**What you are asked to do**
Return every line of the data that contains the string "controls".

Data section Start Marker

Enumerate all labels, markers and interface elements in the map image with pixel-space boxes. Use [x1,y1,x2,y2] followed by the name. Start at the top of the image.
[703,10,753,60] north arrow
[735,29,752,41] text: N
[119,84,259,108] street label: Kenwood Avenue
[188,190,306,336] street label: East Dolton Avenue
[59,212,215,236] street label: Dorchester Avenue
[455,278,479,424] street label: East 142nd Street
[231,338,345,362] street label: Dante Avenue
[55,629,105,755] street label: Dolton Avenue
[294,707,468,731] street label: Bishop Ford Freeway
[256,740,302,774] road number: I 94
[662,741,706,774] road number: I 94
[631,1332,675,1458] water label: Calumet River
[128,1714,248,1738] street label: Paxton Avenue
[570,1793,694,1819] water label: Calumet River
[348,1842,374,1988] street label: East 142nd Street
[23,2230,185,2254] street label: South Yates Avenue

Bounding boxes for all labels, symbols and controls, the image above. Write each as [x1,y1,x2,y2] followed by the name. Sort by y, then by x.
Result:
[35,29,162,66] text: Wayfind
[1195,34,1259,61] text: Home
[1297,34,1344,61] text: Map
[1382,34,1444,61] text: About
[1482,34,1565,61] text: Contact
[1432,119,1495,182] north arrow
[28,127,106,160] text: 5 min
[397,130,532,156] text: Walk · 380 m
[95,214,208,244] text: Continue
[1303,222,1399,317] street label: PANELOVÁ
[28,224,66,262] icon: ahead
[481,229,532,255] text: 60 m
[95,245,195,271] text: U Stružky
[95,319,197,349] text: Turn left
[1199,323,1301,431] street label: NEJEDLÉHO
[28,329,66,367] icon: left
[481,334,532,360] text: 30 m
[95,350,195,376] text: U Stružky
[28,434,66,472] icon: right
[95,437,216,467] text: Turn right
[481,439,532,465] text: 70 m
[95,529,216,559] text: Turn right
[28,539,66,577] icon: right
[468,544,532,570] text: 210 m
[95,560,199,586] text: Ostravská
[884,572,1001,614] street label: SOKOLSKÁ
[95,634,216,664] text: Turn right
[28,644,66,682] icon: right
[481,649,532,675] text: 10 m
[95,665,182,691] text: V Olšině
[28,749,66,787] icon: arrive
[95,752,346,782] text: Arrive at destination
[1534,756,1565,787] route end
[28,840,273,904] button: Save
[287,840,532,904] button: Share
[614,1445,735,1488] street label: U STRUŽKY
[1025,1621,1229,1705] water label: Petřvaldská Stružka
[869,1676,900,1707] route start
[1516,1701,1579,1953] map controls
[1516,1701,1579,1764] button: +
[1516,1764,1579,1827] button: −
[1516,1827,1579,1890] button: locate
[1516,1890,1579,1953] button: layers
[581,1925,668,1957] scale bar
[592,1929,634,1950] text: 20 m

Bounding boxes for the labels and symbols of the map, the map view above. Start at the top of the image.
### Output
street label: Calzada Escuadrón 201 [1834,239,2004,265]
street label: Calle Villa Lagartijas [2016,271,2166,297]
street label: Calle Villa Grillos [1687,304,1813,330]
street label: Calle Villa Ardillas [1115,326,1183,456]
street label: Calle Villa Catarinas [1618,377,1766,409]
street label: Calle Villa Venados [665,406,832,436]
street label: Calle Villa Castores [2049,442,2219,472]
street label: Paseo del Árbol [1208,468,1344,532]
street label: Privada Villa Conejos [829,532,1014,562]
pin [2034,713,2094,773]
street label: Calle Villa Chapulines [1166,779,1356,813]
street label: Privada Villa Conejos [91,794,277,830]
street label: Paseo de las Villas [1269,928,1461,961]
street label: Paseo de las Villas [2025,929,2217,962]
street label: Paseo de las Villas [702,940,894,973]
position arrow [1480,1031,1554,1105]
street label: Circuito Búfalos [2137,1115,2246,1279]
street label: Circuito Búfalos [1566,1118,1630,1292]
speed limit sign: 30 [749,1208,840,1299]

Data section End Marker

**Written reply**
Bounding boxes for all labels, symbols and controls, the image above. Write each as [x1,y1,x2,y2] followed by the name. Sort by y, then by x.
[1516,1701,1579,1953] map controls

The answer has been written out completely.